The economic calendar in Canada will slow down this week with the central bank’s Business Outlook Survey at 10:30 a.m. and Friday’s manufacturing sales report for November being the two key events.
Investors may look south of the border for direction, given the raft of data and expectations for soft earnings that will strengthen the case for a U.S. Federal Reserve rate cut.
Canadian bond prices gave back some of the gains recorded last week as dealers pocketed some profits ahead of the bank’s Business Outlook Survey.
The report is not expected to alter expectations for the Bank of Canada to cut its key interest rate on January 22, but any signs that business conditions have deteriorated a bit will give the bank more comfort in lowering rates and may boost bond prices.
The overnight Canadian Libor rate was at 4.2500 percent, up from 4.2066 percent on Friday.
The two-year bond was down 2 Canadian cents at C$101.78 to yield 3.262 percent. The 10-year bond fell 10 Canadian cents to C$101.50 to yield 3.808 percent.
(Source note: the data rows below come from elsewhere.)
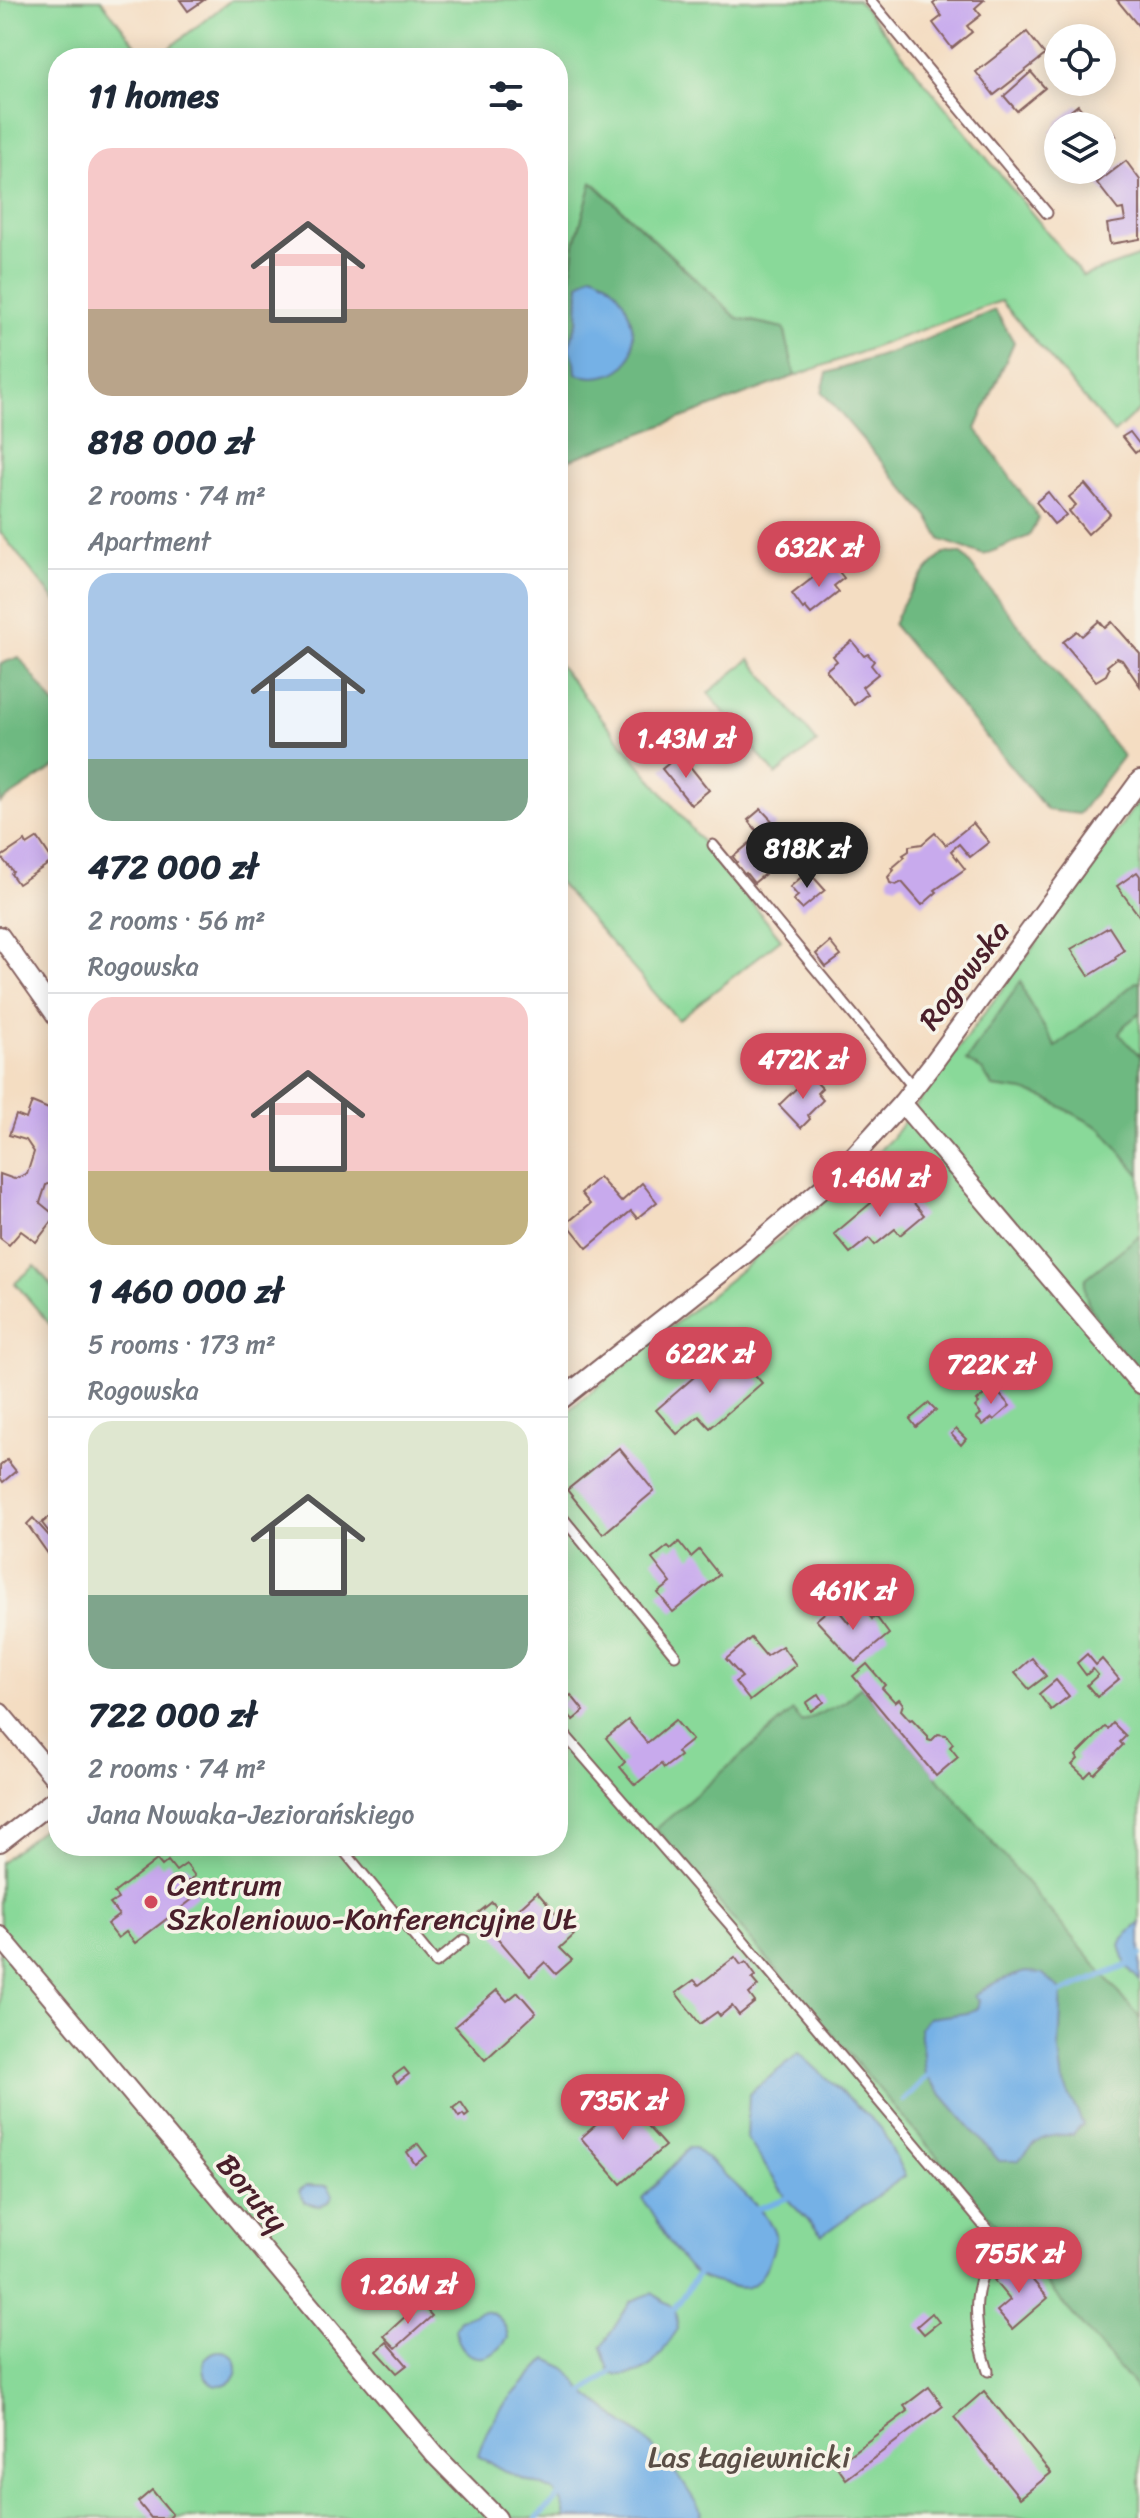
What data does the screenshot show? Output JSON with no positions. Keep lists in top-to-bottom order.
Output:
{
  "streets": {
    "street": ["Rogowska", "Boruty"]
  },
  "parks": ["Las Łagiewnicki"],
  "places": ["Centrum Szkoleniowo-Konferencyjne UŁ"],
  "page": {
    "heading": "11 homes",
    "list": [
      {
        "name": "818 000 zł",
        "note": "2 rooms · 74 m² · Apartment"
      },
      {
        "name": "472 000 zł",
        "note": "2 rooms · 56 m² · Rogowska"
      },
      {
        "name": "1 460 000 zł",
        "note": "5 rooms · 173 m² · Rogowska"
      },
      {
        "name": "722 000 zł",
        "note": "2 rooms · 74 m² · Jana Nowaka-Jeziorańskiego"
      }
    ],
    "price": [
      "632K zł",
      "1.43M zł",
      "818K zł",
      "472K zł",
      "1.46M zł",
      "622K zł",
      "722K zł",
      "461K zł",
      "735K zł",
      "755K zł",
      "1.26M zł"
    ]
  }
}
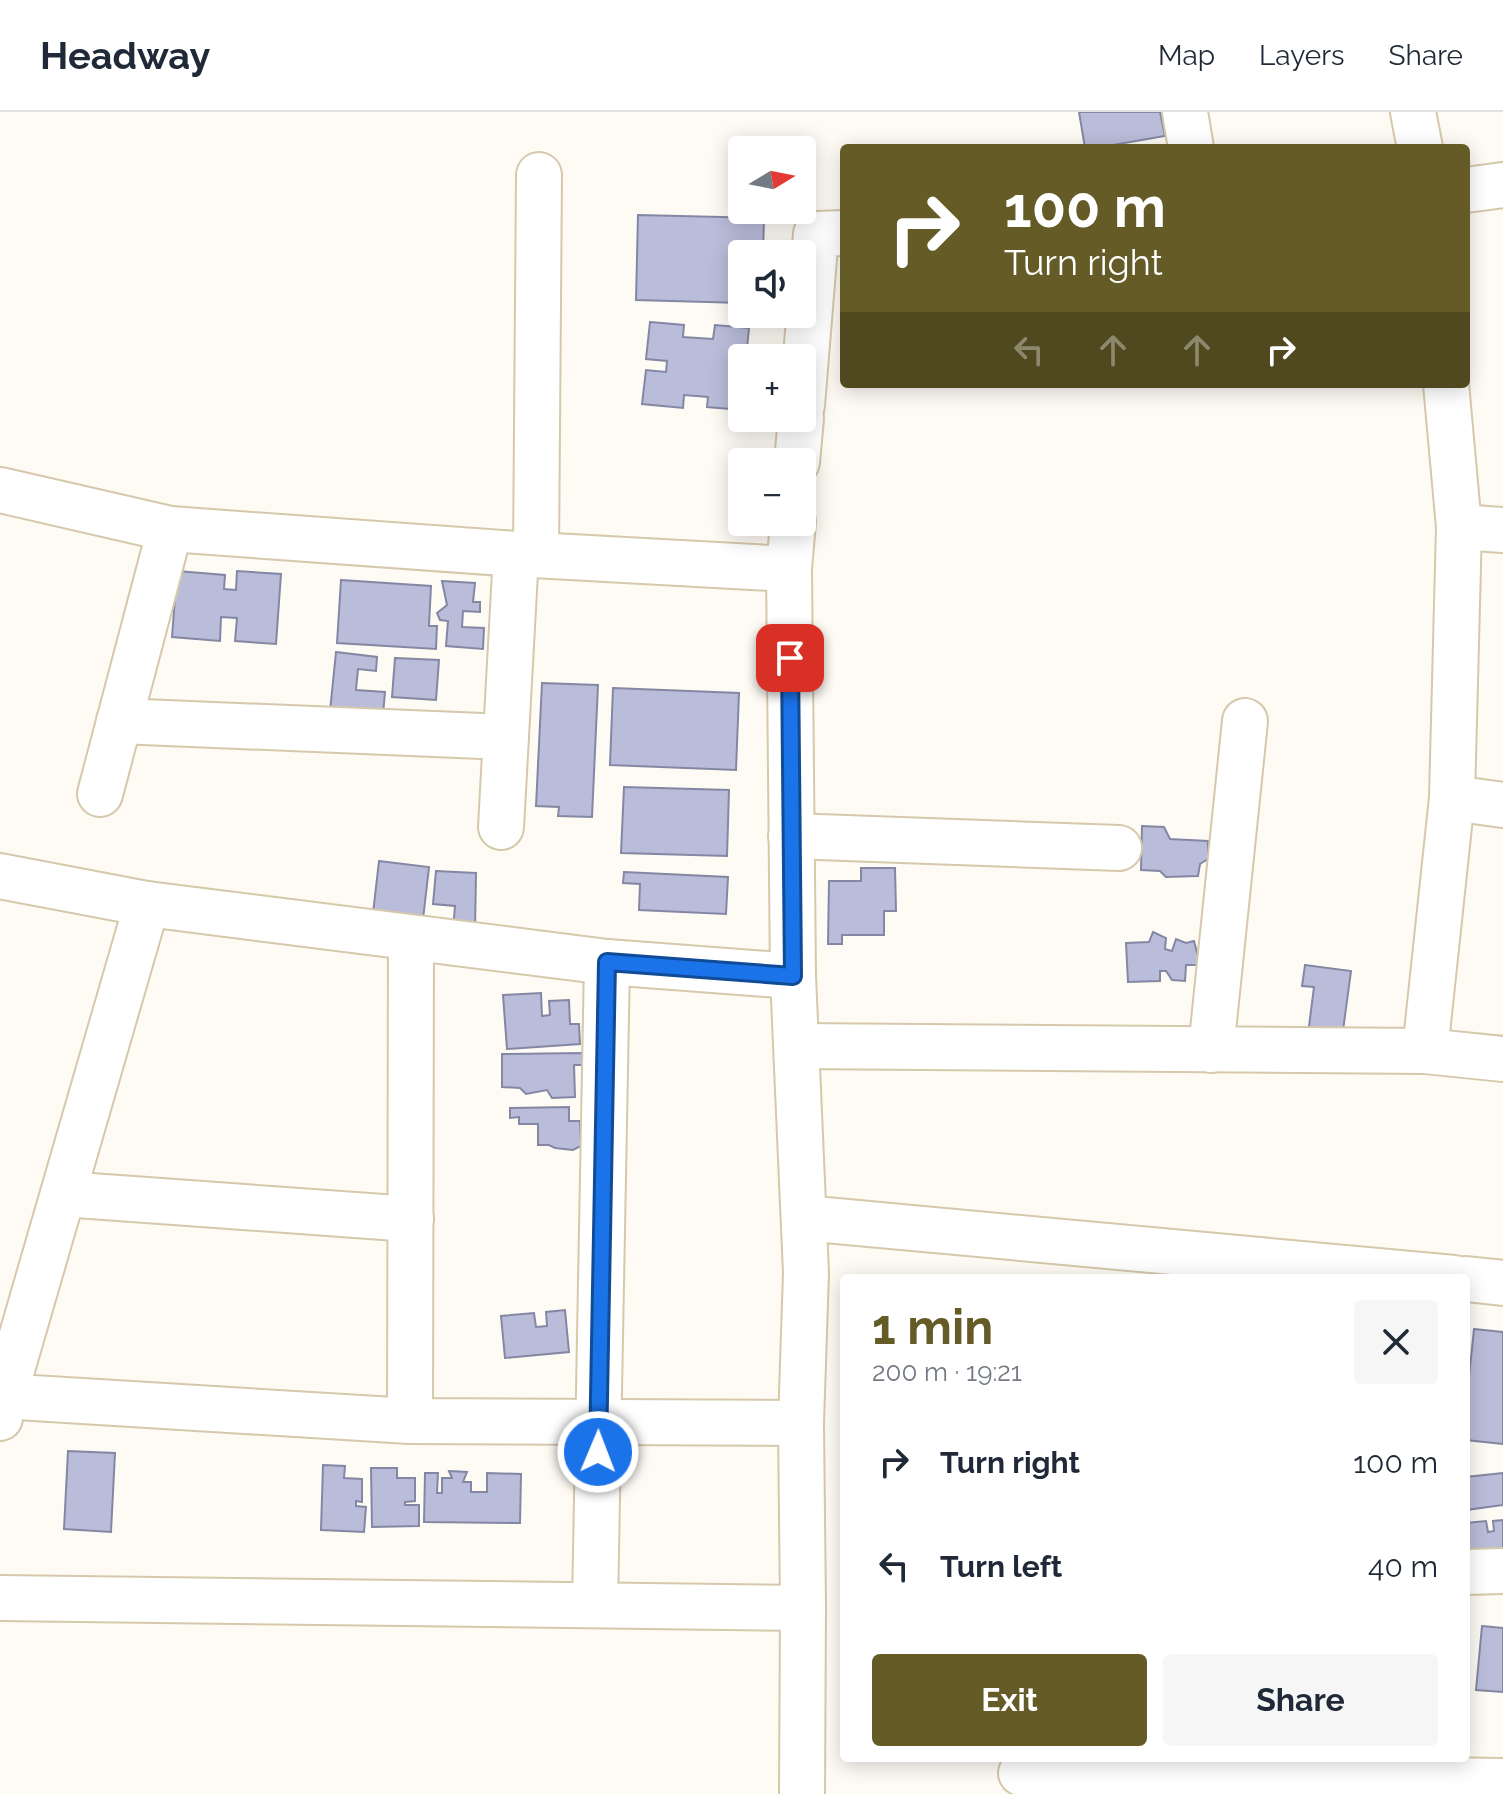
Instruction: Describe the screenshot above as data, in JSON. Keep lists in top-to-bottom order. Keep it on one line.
{"north":"right","page":{"header":"Headway","nav":["Map","Layers","Share"],"map_buttons":["+","−"],"turn":["100 m","Turn right"],"heading":["1 min","200 m · 19:21"],"list":[{"name":"Turn right","value":"100 m"},{"name":"Turn left","value":"40 m"}],"buttons":["Exit","Share"]}}
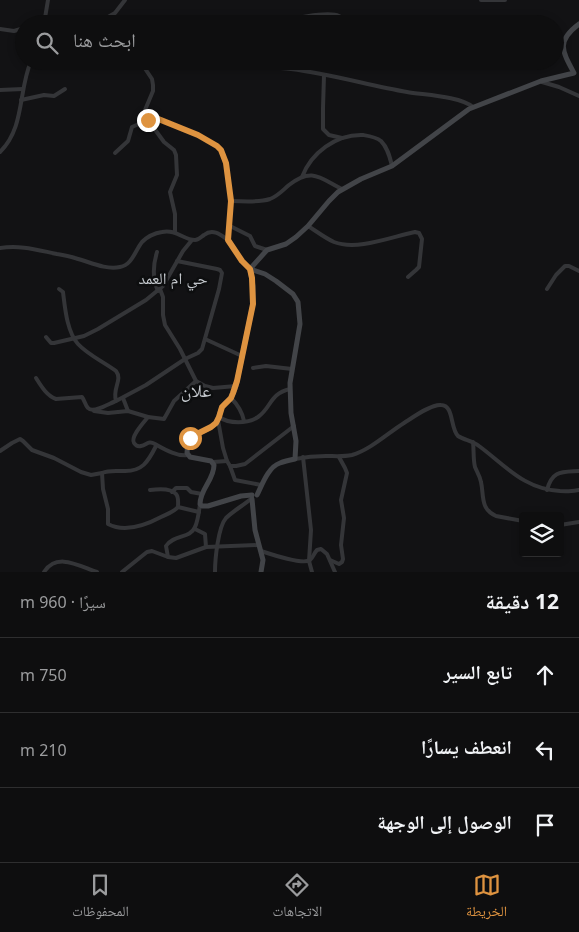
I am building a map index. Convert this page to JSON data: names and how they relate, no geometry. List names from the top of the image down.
{
  "districts": ["حي ام العمد", "علان"],
  "page": {
    "search": "ابحث هنا",
    "heading": ["12 دقيقة", "سيرًا · 960 m"],
    "list": [
      ["تابع السير", "750 m"],
      ["انعطف يسارًا", "210 m"],
      "الوصول إلى الوجهة"
    ],
    "nav": ["الخريطة", "الاتجاهات", "المحفوظات"]
  }
}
The yield spread between the two-year and 10-year bond was 54.7 basis points, up from 55.8 at the previous close.
The 30-year bond was down 32 Canadian cents at C$116.00 to yield 4.062 percent. In the United States, the 30-year treasury yielded 4.393 percent.
The three-month when-issued T-bill yielded 3.64 percent, down from 3.67 percent at the previous close.